ACTIVITY -
Without the pictures, give the entries below again exactly as written.

*** Opening of RECORDS FOR THIS TASK ***

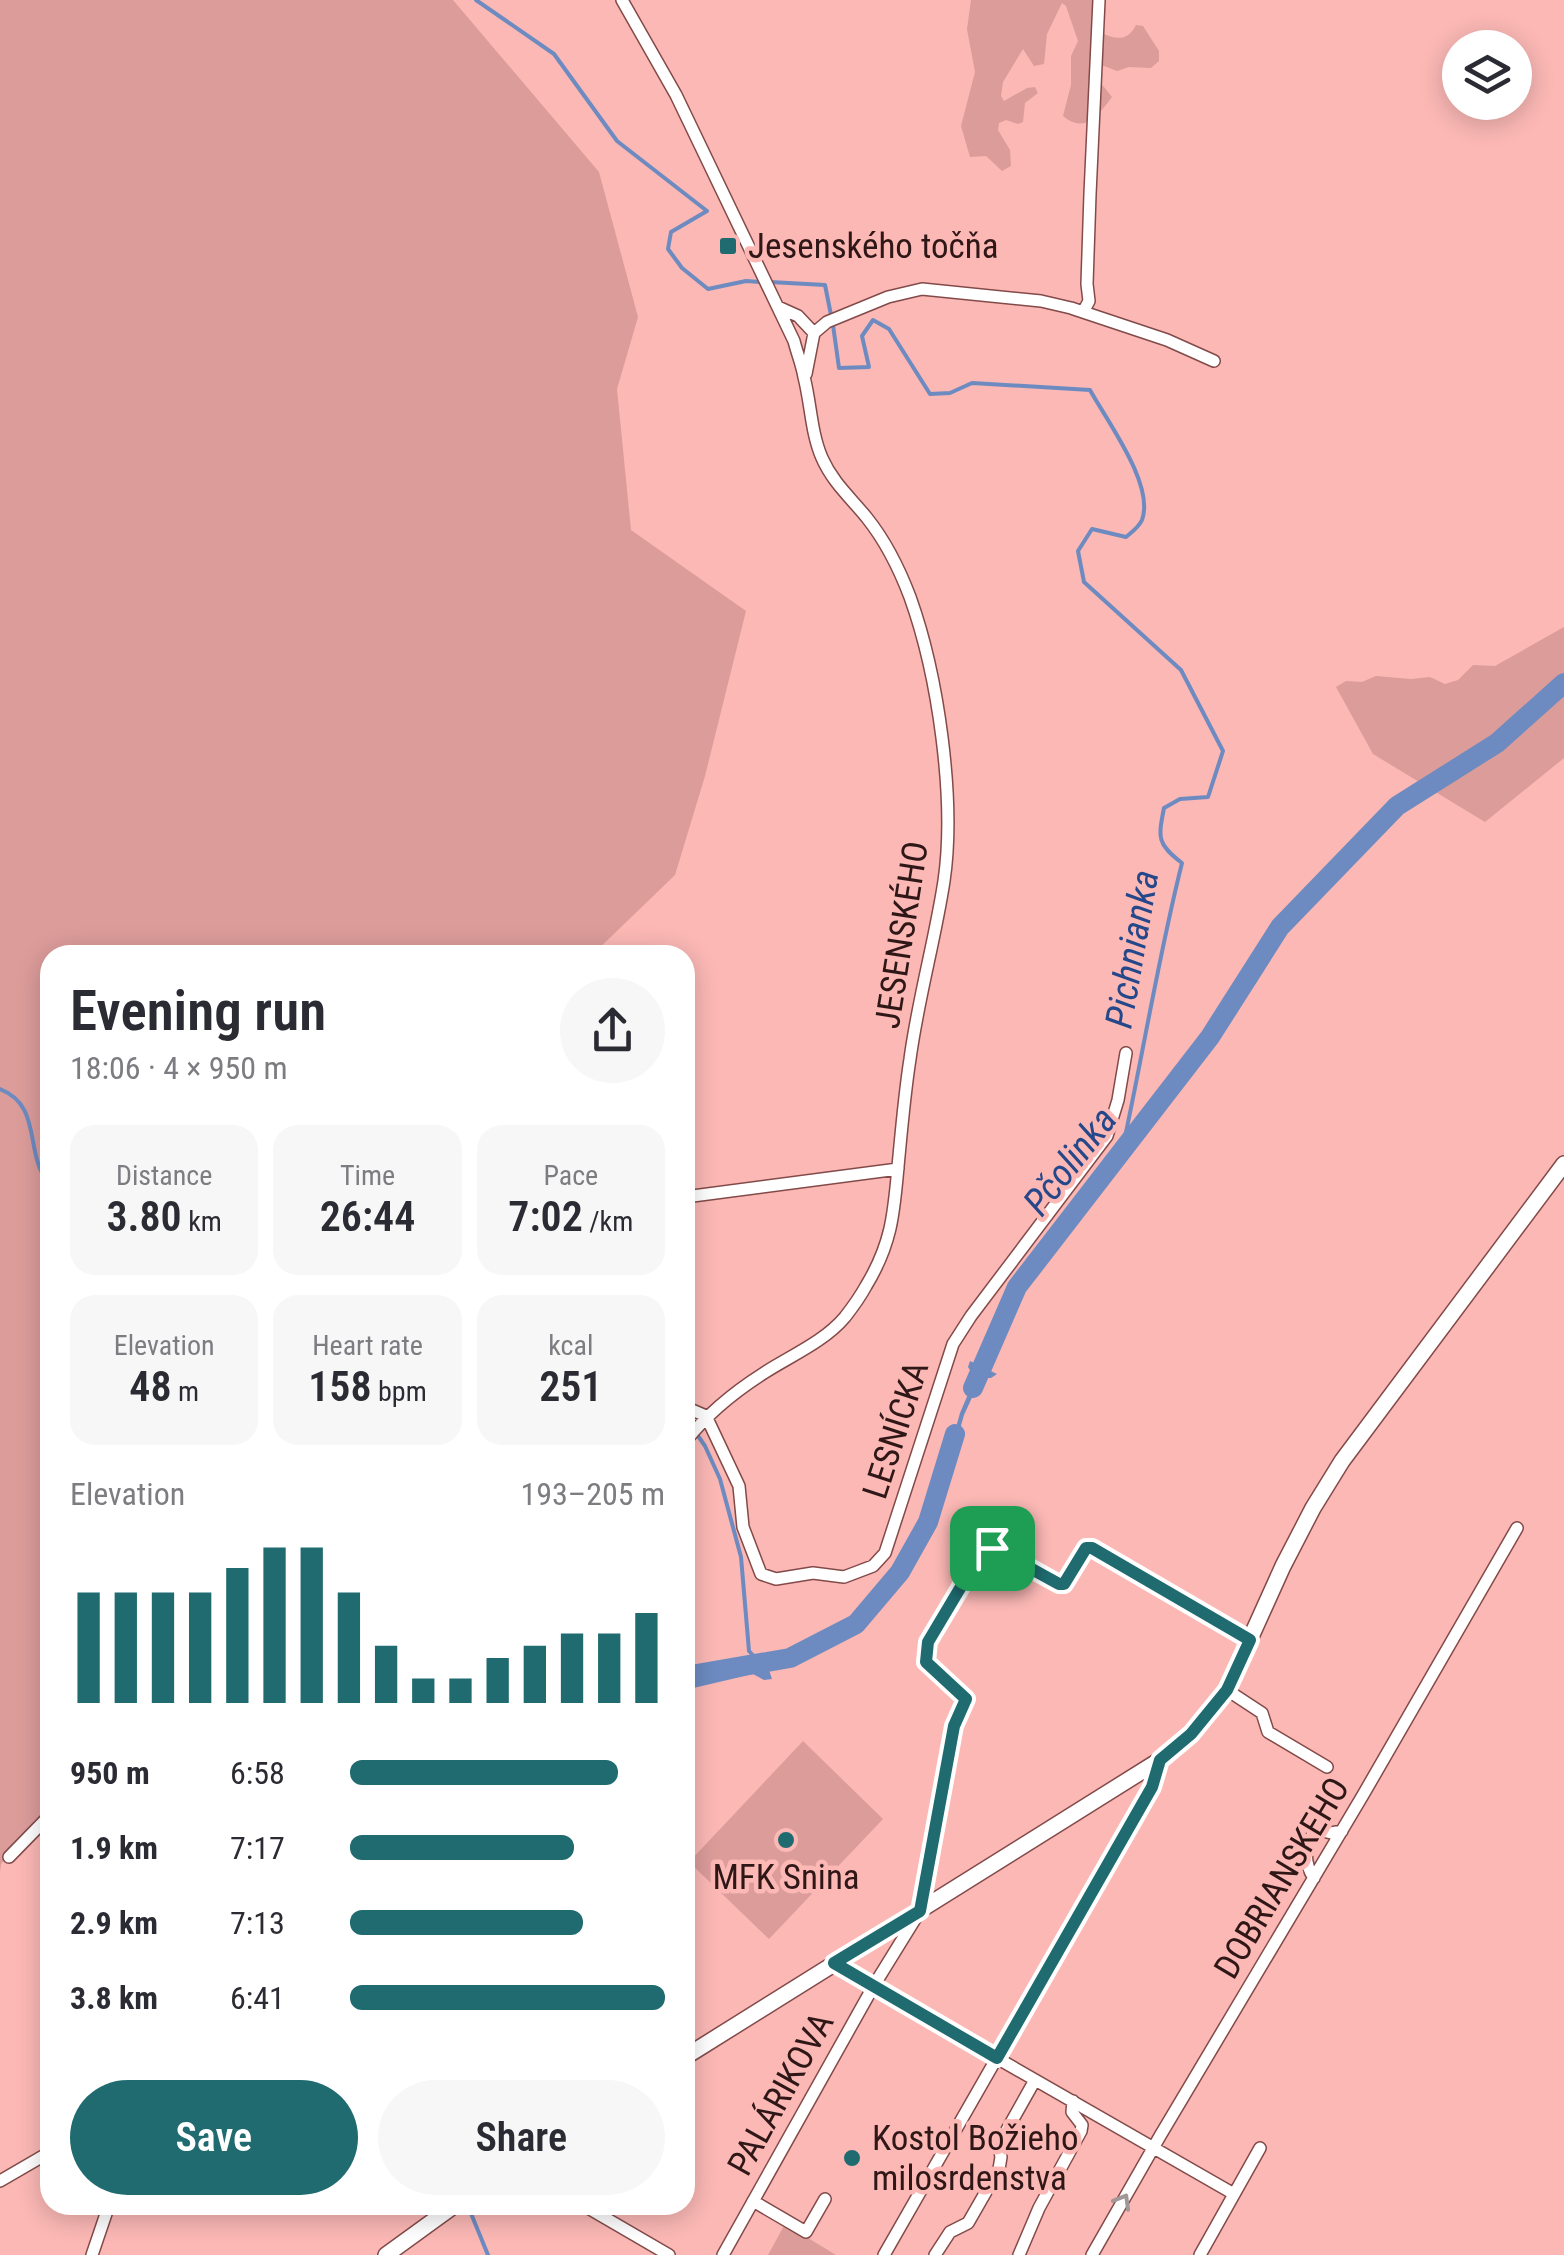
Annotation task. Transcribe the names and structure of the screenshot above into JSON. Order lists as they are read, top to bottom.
{
  "streets": {
    "street": [
      "JESENSKÉHO",
      "LESNÍCKA",
      "DOBRIANSKEHO",
      "PALÁRIKOVA"
    ]
  },
  "crossings": [
    ["JESENSKÉHO", "LESNÍCKA"]
  ],
  "water": ["Pichnianka", "Pčolinka"],
  "places": {
    "transit": ["Jesenského točňa"],
    "other": ["MFK Snina", "Kostol Božieho milosrdenstva"]
  },
  "page": {
    "heading": ["Evening run", "18:06 · 4 × 950 m"],
    "stats": [
      ["Distance", "3.80 km"],
      ["Time", "26:44"],
      ["Pace", "7:02 /km"],
      ["Elevation", "48 m"],
      ["Heart rate", "158 bpm"],
      ["kcal", "251"]
    ],
    "chart": ["Elevation", "193–205 m"],
    "list": [
      {
        "name": "950 m",
        "note": "6:58"
      },
      {
        "name": "1.9 km",
        "note": "7:17"
      },
      {
        "name": "2.9 km",
        "note": "7:13"
      },
      {
        "name": "3.8 km",
        "note": "6:41"
      }
    ],
    "buttons": ["Save", "Share"]
  }
}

*** Close of RECORDS FOR THIS TASK ***

OUTPUT FOR THIS EXERCISE -
Annotation task. Transcribe the names and structure of the screenshot above into JSON. Order lists as they are read, top to bottom.
{
  "streets": {
    "street": [
      "JESENSKÉHO",
      "LESNÍCKA",
      "DOBRIANSKEHO",
      "PALÁRIKOVA"
    ]
  },
  "crossings": [
    ["JESENSKÉHO", "LESNÍCKA"]
  ],
  "water": ["Pichnianka", "Pčolinka"],
  "places": {
    "transit": ["Jesenského točňa"],
    "other": ["MFK Snina", "Kostol Božieho milosrdenstva"]
  },
  "page": {
    "heading": ["Evening run", "18:06 · 4 × 950 m"],
    "stats": [
      ["Distance", "3.80 km"],
      ["Time", "26:44"],
      ["Pace", "7:02 /km"],
      ["Elevation", "48 m"],
      ["Heart rate", "158 bpm"],
      ["kcal", "251"]
    ],
    "chart": ["Elevation", "193–205 m"],
    "list": [
      {
        "name": "950 m",
        "note": "6:58"
      },
      {
        "name": "1.9 km",
        "note": "7:17"
      },
      {
        "name": "2.9 km",
        "note": "7:13"
      },
      {
        "name": "3.8 km",
        "note": "6:41"
      }
    ],
    "buttons": ["Save", "Share"]
  }
}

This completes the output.